When you perform the iteration manually you should use the builtin next function to call the magic __next__ method.


In [2]:
iterator = TestIterator(3)
try:
    while True:
        print(next(iterator))
except StopIteration:
    pass


1
2
3

Of course you can also use a standard for-loop. However, the for-loop actually expects to be given a so called iterable object, not an iterator.


In [3]:
for i in TestIterator(3):
    print(i)


---------------------------------------------------------------------------
TypeError                                 Traceback (most recent call last)
<ipython-input-3-f0bcb3795080> in <module>()
----> 1 for i in TestIterator(3):
      2     print(i)

TypeError: 'TestIterator' object is not iterable

The same is the case for list constructors.


In [4]:
list(TestIterator(3))


---------------------------------------------------------------------------
TypeError                                 Traceback (most recent call last)
<ipython-input-4-83ca34441b54> in <module>()
----> 1 list(TestIterator(3))

TypeError: 'TestIterator' object is not iterable

Iterables

Iterables are defined by having an __iter__ method that return an iterator.


In [5]:
class TestIterable:
    
    def __init__(self, max_value):
        self._max_value = max_value
        
    def __iter__(self):
        return TestIterator(self._max_value)

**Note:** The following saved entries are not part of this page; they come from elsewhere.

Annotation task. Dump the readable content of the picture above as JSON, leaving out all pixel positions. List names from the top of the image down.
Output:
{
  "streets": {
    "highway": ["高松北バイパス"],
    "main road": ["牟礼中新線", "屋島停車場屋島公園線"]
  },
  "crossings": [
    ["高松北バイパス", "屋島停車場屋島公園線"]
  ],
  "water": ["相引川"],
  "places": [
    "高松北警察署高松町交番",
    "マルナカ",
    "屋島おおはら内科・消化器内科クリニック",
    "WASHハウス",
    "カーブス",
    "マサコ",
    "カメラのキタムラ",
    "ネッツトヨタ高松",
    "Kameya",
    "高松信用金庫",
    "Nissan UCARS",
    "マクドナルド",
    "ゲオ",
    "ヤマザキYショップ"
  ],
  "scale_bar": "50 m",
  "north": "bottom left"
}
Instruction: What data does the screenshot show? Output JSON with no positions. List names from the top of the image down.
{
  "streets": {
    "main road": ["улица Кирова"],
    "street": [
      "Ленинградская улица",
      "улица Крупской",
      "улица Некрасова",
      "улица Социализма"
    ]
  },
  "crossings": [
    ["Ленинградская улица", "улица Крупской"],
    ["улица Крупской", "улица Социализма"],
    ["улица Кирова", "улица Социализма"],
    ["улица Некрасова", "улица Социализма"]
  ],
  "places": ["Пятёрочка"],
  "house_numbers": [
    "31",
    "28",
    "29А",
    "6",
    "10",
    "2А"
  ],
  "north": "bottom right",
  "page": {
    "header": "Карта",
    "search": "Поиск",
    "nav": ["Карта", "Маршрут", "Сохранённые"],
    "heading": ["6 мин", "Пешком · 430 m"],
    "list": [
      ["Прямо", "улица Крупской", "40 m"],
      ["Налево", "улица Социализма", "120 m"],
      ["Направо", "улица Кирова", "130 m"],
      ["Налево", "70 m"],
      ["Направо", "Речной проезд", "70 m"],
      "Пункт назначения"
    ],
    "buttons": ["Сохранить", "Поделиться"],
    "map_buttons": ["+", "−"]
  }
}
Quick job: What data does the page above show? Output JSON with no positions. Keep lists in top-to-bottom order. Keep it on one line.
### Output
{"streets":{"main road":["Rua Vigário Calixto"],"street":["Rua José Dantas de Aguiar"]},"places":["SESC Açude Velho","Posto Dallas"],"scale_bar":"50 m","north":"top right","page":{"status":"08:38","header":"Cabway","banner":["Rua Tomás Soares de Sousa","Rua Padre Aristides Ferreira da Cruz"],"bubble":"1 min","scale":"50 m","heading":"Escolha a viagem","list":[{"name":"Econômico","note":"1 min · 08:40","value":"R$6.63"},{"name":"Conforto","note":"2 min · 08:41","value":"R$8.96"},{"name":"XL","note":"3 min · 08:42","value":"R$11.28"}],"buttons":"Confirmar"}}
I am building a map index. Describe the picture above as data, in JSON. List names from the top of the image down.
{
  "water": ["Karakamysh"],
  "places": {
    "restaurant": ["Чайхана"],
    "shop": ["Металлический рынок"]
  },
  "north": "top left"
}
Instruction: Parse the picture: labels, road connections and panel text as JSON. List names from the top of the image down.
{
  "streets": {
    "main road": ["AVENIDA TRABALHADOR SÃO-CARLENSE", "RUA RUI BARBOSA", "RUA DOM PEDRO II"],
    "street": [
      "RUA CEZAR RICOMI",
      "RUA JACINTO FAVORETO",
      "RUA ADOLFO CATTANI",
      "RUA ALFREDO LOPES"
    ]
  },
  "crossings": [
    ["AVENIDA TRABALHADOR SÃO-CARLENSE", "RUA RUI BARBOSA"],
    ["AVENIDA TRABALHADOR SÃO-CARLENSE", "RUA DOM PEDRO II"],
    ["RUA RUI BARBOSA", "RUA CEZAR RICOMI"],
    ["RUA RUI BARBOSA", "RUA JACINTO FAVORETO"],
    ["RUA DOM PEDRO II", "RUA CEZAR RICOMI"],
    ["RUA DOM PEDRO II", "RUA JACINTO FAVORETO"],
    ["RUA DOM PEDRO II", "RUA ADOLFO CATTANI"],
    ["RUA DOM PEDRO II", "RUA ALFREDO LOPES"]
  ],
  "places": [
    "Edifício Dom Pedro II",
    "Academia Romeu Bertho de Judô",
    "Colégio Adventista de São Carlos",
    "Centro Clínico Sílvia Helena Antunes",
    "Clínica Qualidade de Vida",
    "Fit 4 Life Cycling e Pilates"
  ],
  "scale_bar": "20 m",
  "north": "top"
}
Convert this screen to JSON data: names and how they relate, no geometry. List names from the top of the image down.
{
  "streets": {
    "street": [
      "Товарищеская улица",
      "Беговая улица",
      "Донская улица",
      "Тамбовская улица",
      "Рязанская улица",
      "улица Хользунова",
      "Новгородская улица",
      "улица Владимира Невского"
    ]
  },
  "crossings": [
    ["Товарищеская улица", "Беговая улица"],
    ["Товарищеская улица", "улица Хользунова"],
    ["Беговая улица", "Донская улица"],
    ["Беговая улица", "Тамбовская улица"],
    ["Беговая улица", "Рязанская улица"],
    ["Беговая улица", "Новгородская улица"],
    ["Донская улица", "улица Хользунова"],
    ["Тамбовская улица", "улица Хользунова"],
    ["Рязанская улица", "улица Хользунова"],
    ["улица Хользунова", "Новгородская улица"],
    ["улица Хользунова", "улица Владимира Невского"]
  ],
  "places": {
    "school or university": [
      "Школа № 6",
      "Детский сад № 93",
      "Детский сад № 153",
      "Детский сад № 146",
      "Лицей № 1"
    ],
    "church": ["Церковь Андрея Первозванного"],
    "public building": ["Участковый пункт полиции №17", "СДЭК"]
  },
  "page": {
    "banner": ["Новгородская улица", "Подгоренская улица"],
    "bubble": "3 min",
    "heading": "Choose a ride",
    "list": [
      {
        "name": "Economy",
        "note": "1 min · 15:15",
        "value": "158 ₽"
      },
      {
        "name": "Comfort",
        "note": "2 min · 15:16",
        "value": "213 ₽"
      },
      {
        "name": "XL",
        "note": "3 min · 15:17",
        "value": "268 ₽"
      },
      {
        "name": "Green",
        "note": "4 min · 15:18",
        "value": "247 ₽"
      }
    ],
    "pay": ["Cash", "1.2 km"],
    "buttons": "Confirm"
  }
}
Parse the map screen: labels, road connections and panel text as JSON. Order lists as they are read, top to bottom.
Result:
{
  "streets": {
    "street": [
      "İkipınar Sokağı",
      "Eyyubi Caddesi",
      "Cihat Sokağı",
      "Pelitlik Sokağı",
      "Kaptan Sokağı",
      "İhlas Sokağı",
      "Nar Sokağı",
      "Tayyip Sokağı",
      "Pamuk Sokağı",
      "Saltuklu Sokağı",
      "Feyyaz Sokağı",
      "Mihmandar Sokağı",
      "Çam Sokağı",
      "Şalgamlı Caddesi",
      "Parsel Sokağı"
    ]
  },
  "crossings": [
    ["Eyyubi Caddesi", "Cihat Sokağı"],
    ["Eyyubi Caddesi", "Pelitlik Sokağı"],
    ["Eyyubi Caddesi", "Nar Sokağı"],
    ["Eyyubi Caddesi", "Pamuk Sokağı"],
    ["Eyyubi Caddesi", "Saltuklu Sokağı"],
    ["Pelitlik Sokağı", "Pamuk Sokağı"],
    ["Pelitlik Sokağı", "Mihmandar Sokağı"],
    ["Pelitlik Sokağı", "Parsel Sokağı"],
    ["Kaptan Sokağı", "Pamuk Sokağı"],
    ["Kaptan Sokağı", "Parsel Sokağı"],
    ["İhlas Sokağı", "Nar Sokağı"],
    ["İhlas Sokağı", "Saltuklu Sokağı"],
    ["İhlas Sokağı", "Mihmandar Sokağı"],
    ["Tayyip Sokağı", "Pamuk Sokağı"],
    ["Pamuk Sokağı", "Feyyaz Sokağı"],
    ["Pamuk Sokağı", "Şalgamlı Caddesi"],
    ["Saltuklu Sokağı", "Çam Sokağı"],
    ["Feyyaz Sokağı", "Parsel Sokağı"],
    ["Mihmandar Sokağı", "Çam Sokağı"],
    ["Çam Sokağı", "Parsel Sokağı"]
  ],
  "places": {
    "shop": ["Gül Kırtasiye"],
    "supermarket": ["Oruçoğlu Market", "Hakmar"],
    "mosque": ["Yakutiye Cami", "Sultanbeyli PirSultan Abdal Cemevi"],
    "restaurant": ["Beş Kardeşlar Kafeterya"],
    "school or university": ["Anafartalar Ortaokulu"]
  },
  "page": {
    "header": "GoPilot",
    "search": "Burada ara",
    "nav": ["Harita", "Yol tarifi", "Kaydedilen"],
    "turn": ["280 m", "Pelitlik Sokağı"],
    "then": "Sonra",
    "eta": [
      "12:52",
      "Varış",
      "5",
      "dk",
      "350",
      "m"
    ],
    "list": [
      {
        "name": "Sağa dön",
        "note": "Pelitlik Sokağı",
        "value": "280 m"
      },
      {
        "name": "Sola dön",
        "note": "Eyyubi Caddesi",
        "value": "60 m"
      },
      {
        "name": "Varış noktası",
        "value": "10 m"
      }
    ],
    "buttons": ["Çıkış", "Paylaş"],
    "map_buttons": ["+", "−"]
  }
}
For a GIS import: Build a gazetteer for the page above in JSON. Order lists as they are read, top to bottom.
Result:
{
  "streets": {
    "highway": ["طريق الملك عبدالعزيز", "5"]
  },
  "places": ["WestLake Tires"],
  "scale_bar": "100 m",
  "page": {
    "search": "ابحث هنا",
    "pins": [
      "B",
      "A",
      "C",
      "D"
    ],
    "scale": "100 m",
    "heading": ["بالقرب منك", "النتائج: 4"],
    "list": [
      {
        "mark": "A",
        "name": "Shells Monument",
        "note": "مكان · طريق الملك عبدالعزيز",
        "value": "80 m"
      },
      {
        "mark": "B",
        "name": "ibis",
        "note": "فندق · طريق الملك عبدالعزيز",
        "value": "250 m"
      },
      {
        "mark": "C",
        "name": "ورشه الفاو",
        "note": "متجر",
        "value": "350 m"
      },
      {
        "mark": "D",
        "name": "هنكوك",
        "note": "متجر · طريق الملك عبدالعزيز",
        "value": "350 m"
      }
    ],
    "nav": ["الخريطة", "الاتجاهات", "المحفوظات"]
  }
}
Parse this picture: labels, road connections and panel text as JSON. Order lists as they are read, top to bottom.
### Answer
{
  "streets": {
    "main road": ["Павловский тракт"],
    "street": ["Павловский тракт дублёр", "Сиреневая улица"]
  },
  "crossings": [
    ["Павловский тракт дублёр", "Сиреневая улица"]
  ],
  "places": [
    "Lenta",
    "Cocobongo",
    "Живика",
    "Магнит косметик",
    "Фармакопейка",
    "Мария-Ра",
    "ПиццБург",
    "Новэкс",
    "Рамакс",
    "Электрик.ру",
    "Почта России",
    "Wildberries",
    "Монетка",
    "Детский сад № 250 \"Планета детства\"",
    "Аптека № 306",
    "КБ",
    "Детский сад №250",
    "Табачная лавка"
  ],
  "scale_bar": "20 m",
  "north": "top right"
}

Now we can finally use the standard for-loop:


In [6]:
for i in TestIterable(3):
    print(i)


1
2
3

This is convenient, because all the standard container classes are iterable. So you can directly put them into a for-loop or list constructor, without first having to manually create an iterator first.


In [7]:
for i in [1, 2, 3]:
    print(i)


1
2
3

Usually on etherefore does not have to use the __iter__ method manually. But if you do, use the builtin iter function instead.


In [8]:
test_iterable = TestIterable(3)
test_iterator = iter(test_iterable)
print(test_iterable)


<__main__.TestIterable object at 0x10f44dc50>

It would be anoying (and quite surprising) to not be able to use iterators with for-loops. Therefore iterators in Python must include an __iter__ method as well, returning the iterator itself.


In [9]:
class RealTestIterator(TestIterator):
    
    def __iter__(self):
        return self

We can now use this iterator as expected. When the for-loop applies the iter function this works and has no effect on the iterator.


In [10]:
for i in RealTestIterator(3):
    print(i)


1
2
3

But there is an important semantic difference between the __iter__ of iterables and iterators: iterables provide a fresh iterator object on each call and can therefore be iterated over multiple times. Iterators on the other hand are spent after the first iteration.


In [11]:
iterator = RealTestIterator(3)
for i in iterator:
    print(i)
for i in iterator:
    # iterator directly raises StopIteration, so this is never reached
    print(i)


1
2
3

This can cause subtle bugs and is actually a nice example for the pitfalls of duck typing. One possible way to safeguard against this is by testing the semantics of __iter__:


In [12]:
def is_iterator(it):
    return iter(it) is it

print(is_iterator(RealTestIterator(3)))
print(is_iterator(TestIterable(3)))


True
False

Generators

Generator Basics in Python

Every function that contains a yield keyword is a generator function. A generator function returns a generator object, which is a special case of an iterator (i.e., an object with a __next__ method and an __iter__ method that returns self).


In [13]:
def test():
    yield 1
    yield 2
    
print(test)
print(test())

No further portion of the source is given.